We see you seeing us

April 15, 2015

Helen Redmond looks at photos that are worth a thousand words about Big Brother.

WATCHING YOU, Watching Me is an exhibition of photos that expose how pervasive, creepy and intrusive the modern surveillance state has become.

The 10 artists in the show (nine men and one woman--that huge imbalance should be an embarrassment to the curators) point their lens and even a drone at the state espionage apparatus, with chilling and comic results.

Spying on citizens isn't new, but the passage of the USA PATRIOT Act greatly expanded the power of the government to monitor phone and e-mail communications and Internet activity.
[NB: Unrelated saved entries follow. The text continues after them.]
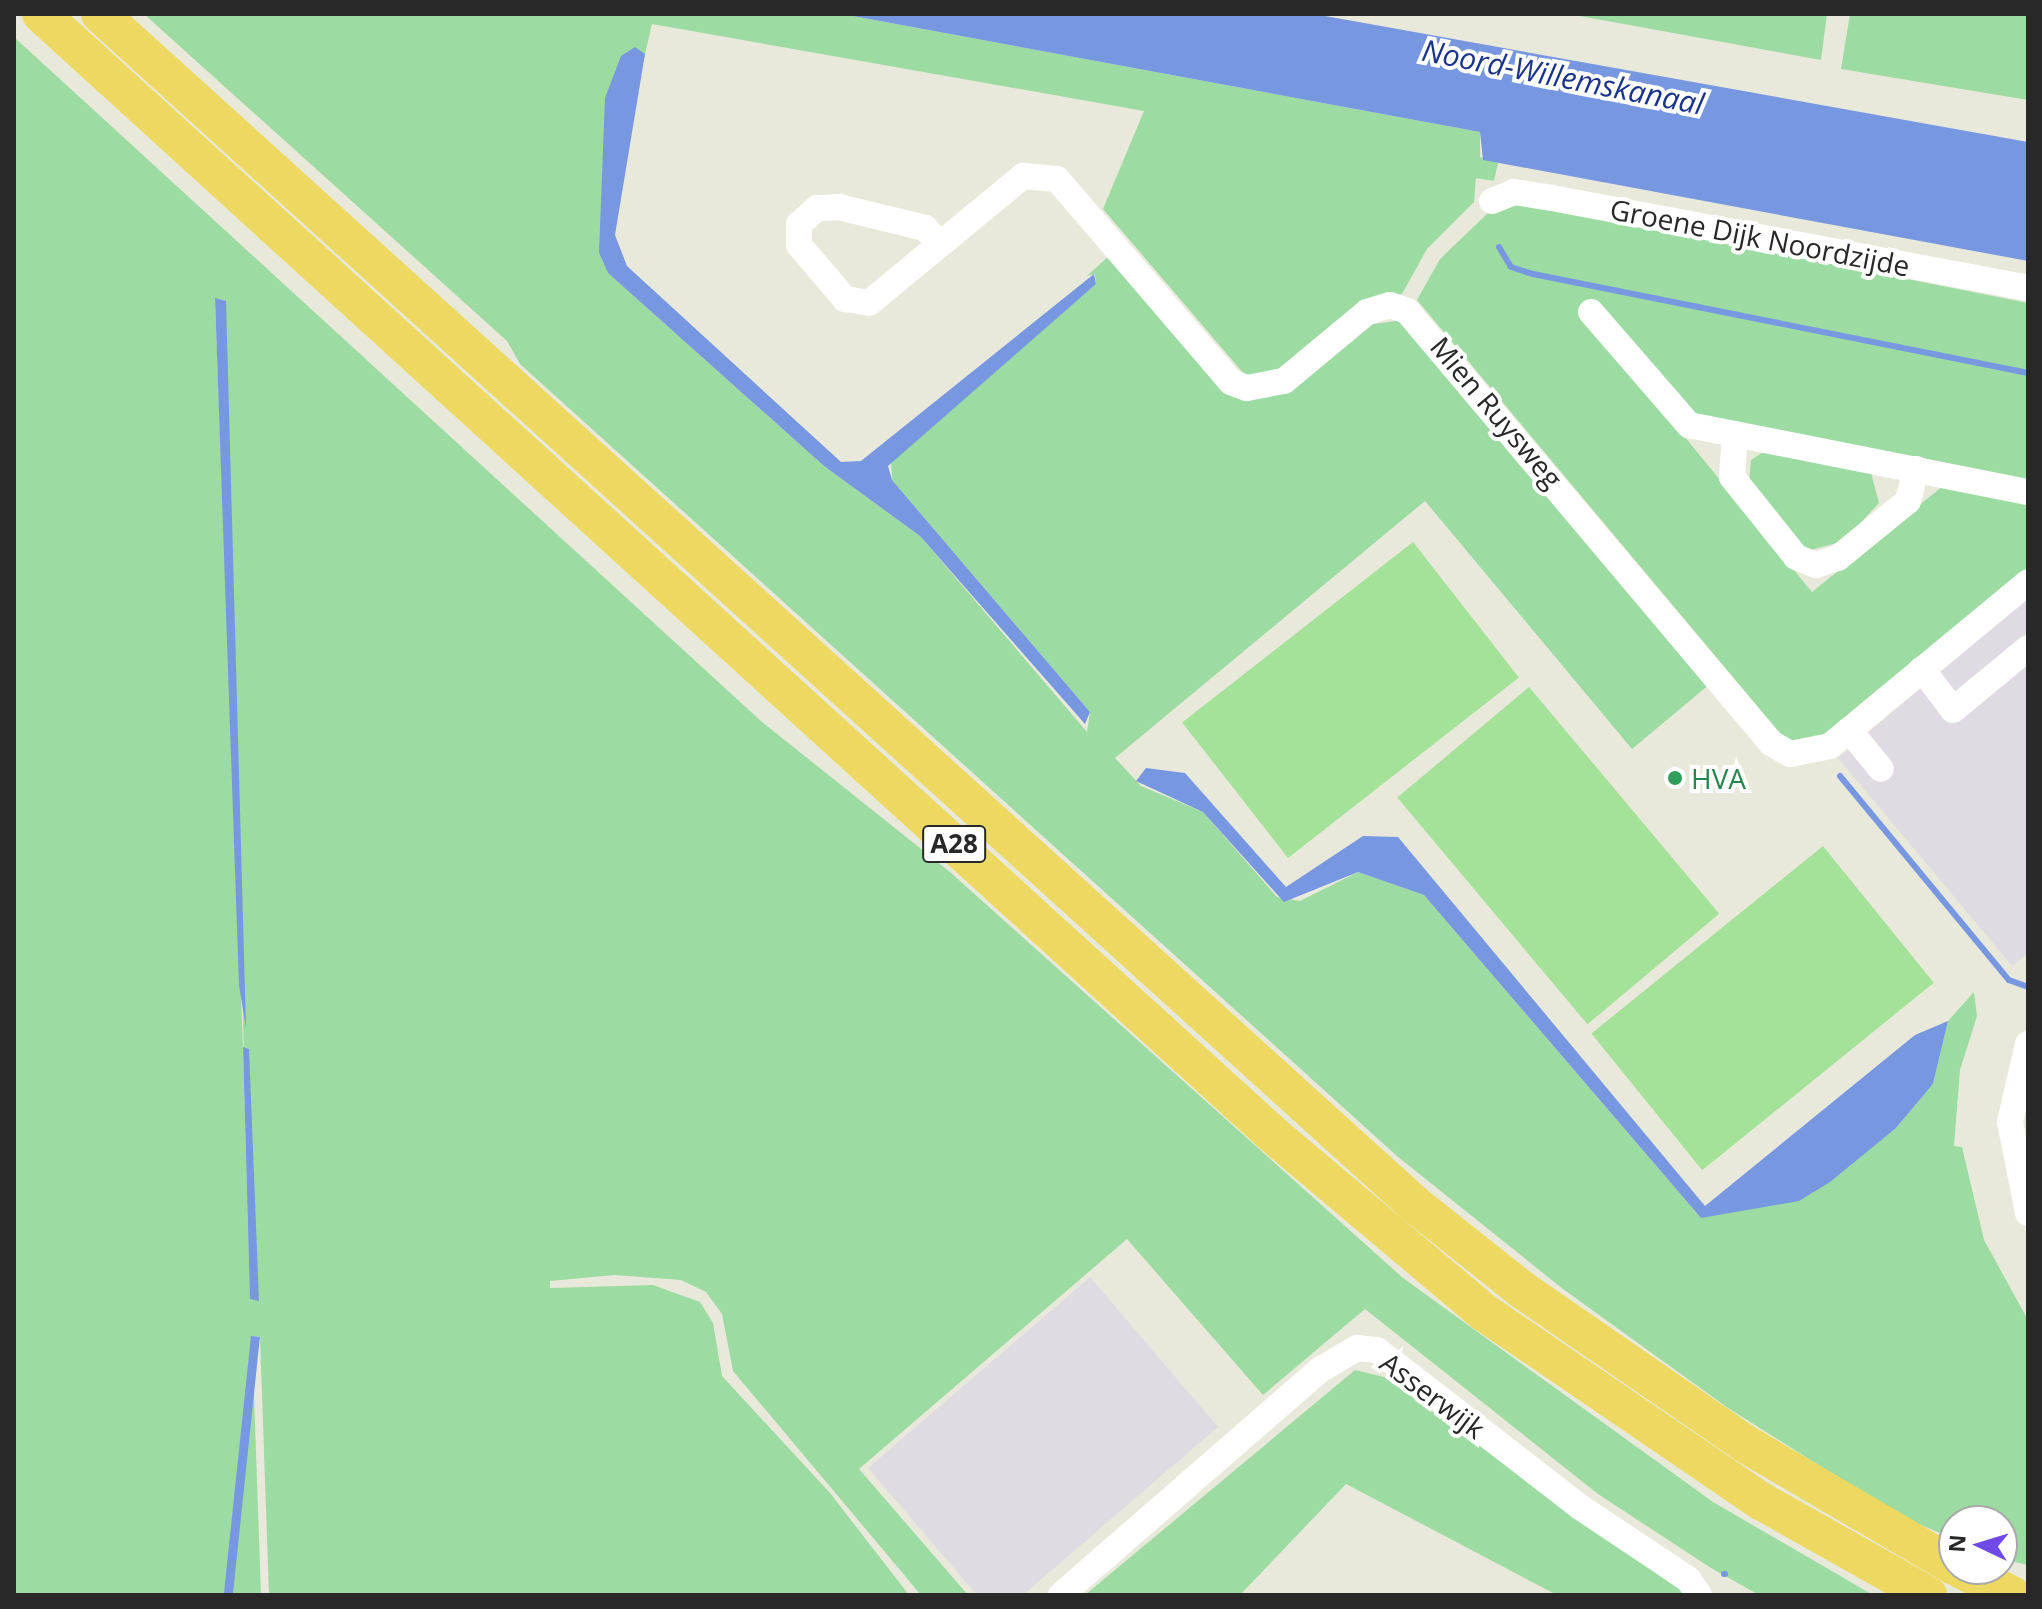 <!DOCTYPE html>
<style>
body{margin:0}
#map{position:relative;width:2042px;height:1609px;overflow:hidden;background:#e9e9db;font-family:"Open Sans",sans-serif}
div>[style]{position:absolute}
.industrial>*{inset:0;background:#e0dbe2}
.green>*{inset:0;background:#9cdba1}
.pitch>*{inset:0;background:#a4e199;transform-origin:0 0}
.water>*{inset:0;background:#7798e1;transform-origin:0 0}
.stream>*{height:6px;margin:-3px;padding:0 3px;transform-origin:3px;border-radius:3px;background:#7798e1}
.minor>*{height:26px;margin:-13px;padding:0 13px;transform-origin:13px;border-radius:13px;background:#fff}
.highway>*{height:38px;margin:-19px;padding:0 19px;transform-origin:19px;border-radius:19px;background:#edd961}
.dots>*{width:22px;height:22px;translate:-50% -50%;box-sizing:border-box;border:4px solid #fff;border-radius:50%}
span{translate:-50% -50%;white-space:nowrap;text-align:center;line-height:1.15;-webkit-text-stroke:8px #fff;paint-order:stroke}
.shield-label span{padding:2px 6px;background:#fff;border:2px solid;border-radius:6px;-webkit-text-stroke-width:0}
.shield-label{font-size:26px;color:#282828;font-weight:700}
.street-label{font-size:28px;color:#282828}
.leisure-label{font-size:28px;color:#27864d}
.left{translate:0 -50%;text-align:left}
.water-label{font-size:30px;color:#1a348a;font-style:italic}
.frame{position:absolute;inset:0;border:16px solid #282828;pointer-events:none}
.north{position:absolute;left:1938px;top:1505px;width:80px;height:80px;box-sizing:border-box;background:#fff;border:2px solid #a9a9a9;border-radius:50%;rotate:274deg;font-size:22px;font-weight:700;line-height:32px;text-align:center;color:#282828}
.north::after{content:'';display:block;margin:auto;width:28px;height:36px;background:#6f4ae7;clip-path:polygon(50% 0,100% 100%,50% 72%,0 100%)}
</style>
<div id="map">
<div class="industrial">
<i style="clip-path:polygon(2028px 598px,2028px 953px,2012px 966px,1838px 758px)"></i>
<i style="clip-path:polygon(1090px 1277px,1218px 1427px,1023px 1595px,977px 1595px,868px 1468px)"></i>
</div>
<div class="green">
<i style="clip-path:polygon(144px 14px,842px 14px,1480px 132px,1480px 157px,1498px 163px,1494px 181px,1476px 178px,1474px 202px,1427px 249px,1402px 294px,1380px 296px,1271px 375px,1245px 375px,1103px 209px,1144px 111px,652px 24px,599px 253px,608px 273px,824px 466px,920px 536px,1087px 732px,1090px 712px,892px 480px,891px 458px,1096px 284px,1095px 274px,1087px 276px,1111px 254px,1249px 398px,1285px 392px,1367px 325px,1403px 320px,1711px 683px,1632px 749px,1425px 501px,1115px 758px,1141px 786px,1203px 812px,1277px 897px,1300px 901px,1358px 872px,1424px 895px,1701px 1218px,1896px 1128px,1933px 1084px,1948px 1021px,1974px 992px,1977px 1016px,1960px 1070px,1954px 1146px,1962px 1147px,1984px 1240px,2028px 1320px,2028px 1565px,2002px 1559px,2002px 1521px,1954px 1521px,1954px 1539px,1900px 1516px,1728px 1408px,1563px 1289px,1397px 1156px,520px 364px,507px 341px)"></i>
<i style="clip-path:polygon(1569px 14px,1827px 14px,1821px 60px)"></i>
<i style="clip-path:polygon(1850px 14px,2028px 14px,2028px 100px,1841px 69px)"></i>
<i style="clip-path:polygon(evenodd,14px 37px,762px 722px,950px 872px,1403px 1278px,1713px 1502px,1873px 1595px,1759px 1595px,1711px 1568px,1598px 1494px,1365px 1309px,1263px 1395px,1127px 1239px,859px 1469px,968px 1595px,921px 1595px,733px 1371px,722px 1314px,706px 1292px,681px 1280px,614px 1275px,550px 1281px,550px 1288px,653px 1285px,700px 1302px,713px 1323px,722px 1376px,830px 1493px,909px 1595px,269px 1595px,260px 1337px,252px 1336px,261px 1595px,14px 1595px,14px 37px,215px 299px,225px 301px,250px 1299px,243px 1047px,215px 299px)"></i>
<i style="clip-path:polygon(1515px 201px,2028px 303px,2028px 480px,1692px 416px,1583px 313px,1812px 592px,1943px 486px,2028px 501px,2028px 568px,1825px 736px,1803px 743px,1784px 738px,1417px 300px,1440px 259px,1490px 211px)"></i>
<i style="clip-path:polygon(1763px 452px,1871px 473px,1879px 503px,1844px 541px,1807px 551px,1749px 483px,1751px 460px)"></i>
<i style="clip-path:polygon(1355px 1370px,1384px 1377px,1687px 1595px,1557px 1595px,1346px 1484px,1240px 1595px,1085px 1595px)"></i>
</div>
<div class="pitch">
<i style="left:1413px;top:542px;width:172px;height:293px;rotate:52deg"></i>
<i style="left:1529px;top:687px;width:296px;height:172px;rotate:50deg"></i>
<i style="left:1823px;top:846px;width:176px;height:298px;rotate:51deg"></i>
</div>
<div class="water">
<i style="clip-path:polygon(842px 14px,1314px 14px,2028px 142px,2028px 261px,1483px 160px,1480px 132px)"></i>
<i style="clip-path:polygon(635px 47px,645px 54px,615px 235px,627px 266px,841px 462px,861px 461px,1094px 274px,1096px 284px,888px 466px,892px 480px,1090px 712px,1085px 724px,920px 536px,824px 466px,608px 273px,599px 253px,605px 98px,621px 56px)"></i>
<i style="clip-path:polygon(215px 298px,226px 301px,246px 1028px,239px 985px)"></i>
<i style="clip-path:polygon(1146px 768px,1185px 773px,1286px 887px,1363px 836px,1398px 837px,1705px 1206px,1915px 1035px,1948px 1021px,1933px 1084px,1896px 1128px,1830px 1182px,1799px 1201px,1701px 1218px,1424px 895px,1358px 872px,1284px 902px,1203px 812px,1136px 781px)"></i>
<i style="clip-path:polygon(243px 1047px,249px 1049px,259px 1301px,250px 1299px)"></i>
<i style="left:251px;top:1336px;width:9px;height:259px;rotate:6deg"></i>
</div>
<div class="stream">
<i style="left:1499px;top:247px;width:23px;rotate:59deg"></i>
<i style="left:1511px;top:267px;width:23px;rotate:18deg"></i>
<i style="left:1533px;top:274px;width:505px;rotate:11.31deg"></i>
<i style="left:1840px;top:776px;width:265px;rotate:50.4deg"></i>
<i style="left:2009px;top:980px;width:20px;rotate:20deg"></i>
<i style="left:1724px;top:1574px;width:1px"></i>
</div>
<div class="minor">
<i style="left:1492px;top:201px;width:24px;rotate:-22deg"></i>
<i style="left:1514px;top:192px;width:38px;rotate:9deg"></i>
<i style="left:1552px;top:198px;width:484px;rotate:10.7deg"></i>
<i style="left:939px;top:243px;width:21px;rotate:-133deg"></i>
<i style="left:925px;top:228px;width:89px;rotate:-166.3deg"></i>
<i style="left:839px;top:207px;width:22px;rotate:177deg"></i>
<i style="left:817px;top:208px;width:24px;rotate:138deg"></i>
<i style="left:799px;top:224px;width:21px;rotate:90deg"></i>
<i style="left:799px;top:245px;width:71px;rotate:49.6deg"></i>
<i style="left:845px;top:299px;width:24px;rotate:9deg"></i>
<i style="left:869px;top:303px;width:200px;rotate:-39.5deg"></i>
<i style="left:1023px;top:176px;width:34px;rotate:5deg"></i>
<i style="left:1057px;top:179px;width:267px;rotate:49.4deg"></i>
<i style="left:1231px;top:382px;width:17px;rotate:21deg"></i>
<i style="left:1247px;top:388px;width:38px;rotate:-11deg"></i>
<i style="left:1284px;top:381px;width:108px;rotate:-39.7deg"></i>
<i style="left:1367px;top:312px;width:24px;rotate:-17deg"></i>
<i style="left:1390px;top:305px;width:18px;rotate:19deg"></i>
<i style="left:1407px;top:311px;width:565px;rotate:49.88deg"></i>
<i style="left:1771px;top:743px;width:22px;rotate:30deg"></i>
<i style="left:1790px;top:754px;width:41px;rotate:-11.3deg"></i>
<i style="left:1830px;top:746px;width:257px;rotate:-39.6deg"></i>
<i style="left:1591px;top:312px;width:150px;rotate:49.1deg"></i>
<i style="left:1689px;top:425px;width:346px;rotate:11.2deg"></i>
<i style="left:1735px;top:434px;width:43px;rotate:94deg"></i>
<i style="left:1732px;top:477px;width:102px;rotate:51.3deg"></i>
<i style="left:1796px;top:557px;width:22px;rotate:22deg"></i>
<i style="left:1816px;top:565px;width:23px;rotate:-18deg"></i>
<i style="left:1838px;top:558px;width:90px;rotate:-39.2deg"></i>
<i style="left:1908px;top:501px;width:33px;rotate:-76deg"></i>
<i style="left:1922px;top:669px;width:51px;rotate:52.9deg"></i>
<i style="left:1953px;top:710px;width:97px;rotate:-39.6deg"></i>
<i style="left:1849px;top:730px;width:50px;rotate:50.6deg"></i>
<i style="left:2028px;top:1044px;width:80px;rotate:103deg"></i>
<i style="left:2010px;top:1122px;width:93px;rotate:78.8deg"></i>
<i style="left:1061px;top:1595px;width:343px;rotate:-41deg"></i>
<i style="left:1320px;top:1370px;width:43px;rotate:-30.7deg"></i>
<i style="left:1357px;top:1348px;width:20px;rotate:6deg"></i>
<i style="left:1377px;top:1350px;width:257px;rotate:37.7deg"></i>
<i style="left:1580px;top:1507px;width:130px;rotate:33.7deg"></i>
<i style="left:1688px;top:1579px;width:19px;rotate:55deg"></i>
</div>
<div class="highway">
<i style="left:41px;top:14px;width:1663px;rotate:42.29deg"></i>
<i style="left:1271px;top:1133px;width:280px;rotate:40.1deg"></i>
<i style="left:1485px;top:1313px;width:334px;rotate:34.3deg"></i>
<i style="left:1761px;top:1501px;width:192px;rotate:29.4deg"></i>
<i style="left:100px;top:14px;width:1771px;rotate:42.16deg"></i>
<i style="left:1413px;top:1203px;width:138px;rotate:38.5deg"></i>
<i style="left:1521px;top:1289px;width:271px;rotate:34.6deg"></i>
<i style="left:1744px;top:1443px;width:243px;rotate:30.4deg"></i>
<i style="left:1960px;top:1569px;width:58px;rotate:26.6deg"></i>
</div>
<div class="dots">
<i style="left:1675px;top:778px;background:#2e9e5b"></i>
</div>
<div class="shield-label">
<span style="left:954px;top:844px">A28</span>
</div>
<div class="street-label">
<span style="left:1760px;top:237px;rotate:11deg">Groene Dijk Noordzijde</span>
<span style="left:1497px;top:412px;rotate:50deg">Mien Ruysweg</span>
<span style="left:1433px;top:1395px;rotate:37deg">Asserwijk</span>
</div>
<div class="leisure-label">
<span class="left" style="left:1691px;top:778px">HVA</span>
</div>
<div class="water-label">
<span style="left:1563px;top:77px;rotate:11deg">Noord-Willemskanaal</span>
</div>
<div class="frame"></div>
<div class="north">N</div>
</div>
After 9/11, a bipartisan consensus in Congress gave the green light to secretly track the activities and movements of billions of people at home and abroad, ostensibly to fight terrorism.

After the revelations from NSA whistleblower Edward Snowden, we know that the national security state in every country vacuums up immense amounts of personal data. As this exhibition demonstrates with devastating precision, Big Brother's dragnet has never been bigger. And privacy--what's that?

From Tomas van Houtryve's "A Sky Full of Cameras"
From Tomas van Houtryve's "A Sky Full of Cameras" (Tomas van Houtryve)

Photography and video are indispensible instruments of state surveillance, but cameras can be turned around and used to expose, document and challenge that surveillance. The images in Watching You, Watching Me reveal what governments around the world--including the former East Germany's Ministry for State Security, known as the Stasi, and dictator Muammar al-Qaddafi's Libya--don't want us to see.

The photos by Tomas Van Houtryve that make up Blue Sky Days are a clever and terrifying critique of the use of drones.

The title is taken from the words of 13-year-old Pakistani Zubair Rehman, who lost his grandmother to a drone strike. He told a group of lawmakers at a congressional hearing, "I no longer love blue skies. In fact, I now prefer gray skies. The drones do not fly when the skies are gray."

Van Houtryve bought a drone, attached a camera to it and travelled across the U.S., photographing unaware Americans engaged in the same kinds of activities mentioned in drone strike reports, where people were killed in Pakistan and Yemen. Van Houtryve's drone camera captures a wedding party, families at funerals, and students standing in a schoolyard. Under each photo is a description of a drone killing of Pakistanis or Yemenis doing the same exact things.

Van Houtryve's haunting, shadowy photographs pose the question: How outraged would Americans be if drones killed brides and grooms, mourners and students in the U.S.?


AFTER DIGESTING Josh Begley's Plain Sight: The Visual Vernacular of NYPD Surveillance, you know how New York police spies in the Zone Assessment Unit (ZAU) spent much of their time: Buying food in South Asian grocery stores and eating in Middle Eastern restaurants. Begley's work isn't aesthetically pleasing, but it succeeds in provoking strong emotional reactions.

On a wall are long lists that catalogue mundane details like: "Location is a small-sized restaurant that serves Indian, Bangladeshi and Pakistani food with a capacity for 30 customers"; "One Indian male was serving food to the customers"; "Location is a small sized sweet and snack shop that carries a variety of South Indian groceries"; and "A large sized Halal live poultry market." There are thousands of photographs of these businesses that Begley made into a collage in the shape of a globe.

Begley displays maps produced by the ZAU with a title in red block letters that reads, "N.Y.P.D. SECRET." The unit produced a series of maps/reports on the locations of Internet cafés, sports facilities and more in all five boroughs. The ZAU invaded Muslim communities and spied on almost every aspect of people's daily lives, from mosques to soccer fields to beauty parlors.

And for all that surveillance what did they learn? It's a secret. The Zone Assessment Unit was disbanded in 2014, but the architecture of the NYPD's surveillance system remains intact.

Hasan Elahi's unique contribution to the exhibition is called Thousand Little Brothers.

Elahi learned that the FBI suspected he was a terrorist and that they investigated him for six months. He turned the tables on the FBI by photographing everything he does and sending the photos directly to them. To date, the artist has e-mailed almost 70,000 images to the domestic spy agency.

Elahi's self-surveillance photos say "fuck you" to racial profiling, one image at a time. He has created long, colorful panels of fabric, embedded with thousands of tiny photos of food he's eaten, places he has lodged, airports, products he's bought, debit card receipts and toilets he's sat on. It's a dizzying sight.

In an artist statement Elahi explained his motive in creating the piece: "Okay, you want to watch me? That's perfectly fine, but I can watch myself better than you guys ever can."

This eye-opening and original exhibition is one of the first to challenge government spying and the attack on civil and human rights. And it won't be the last.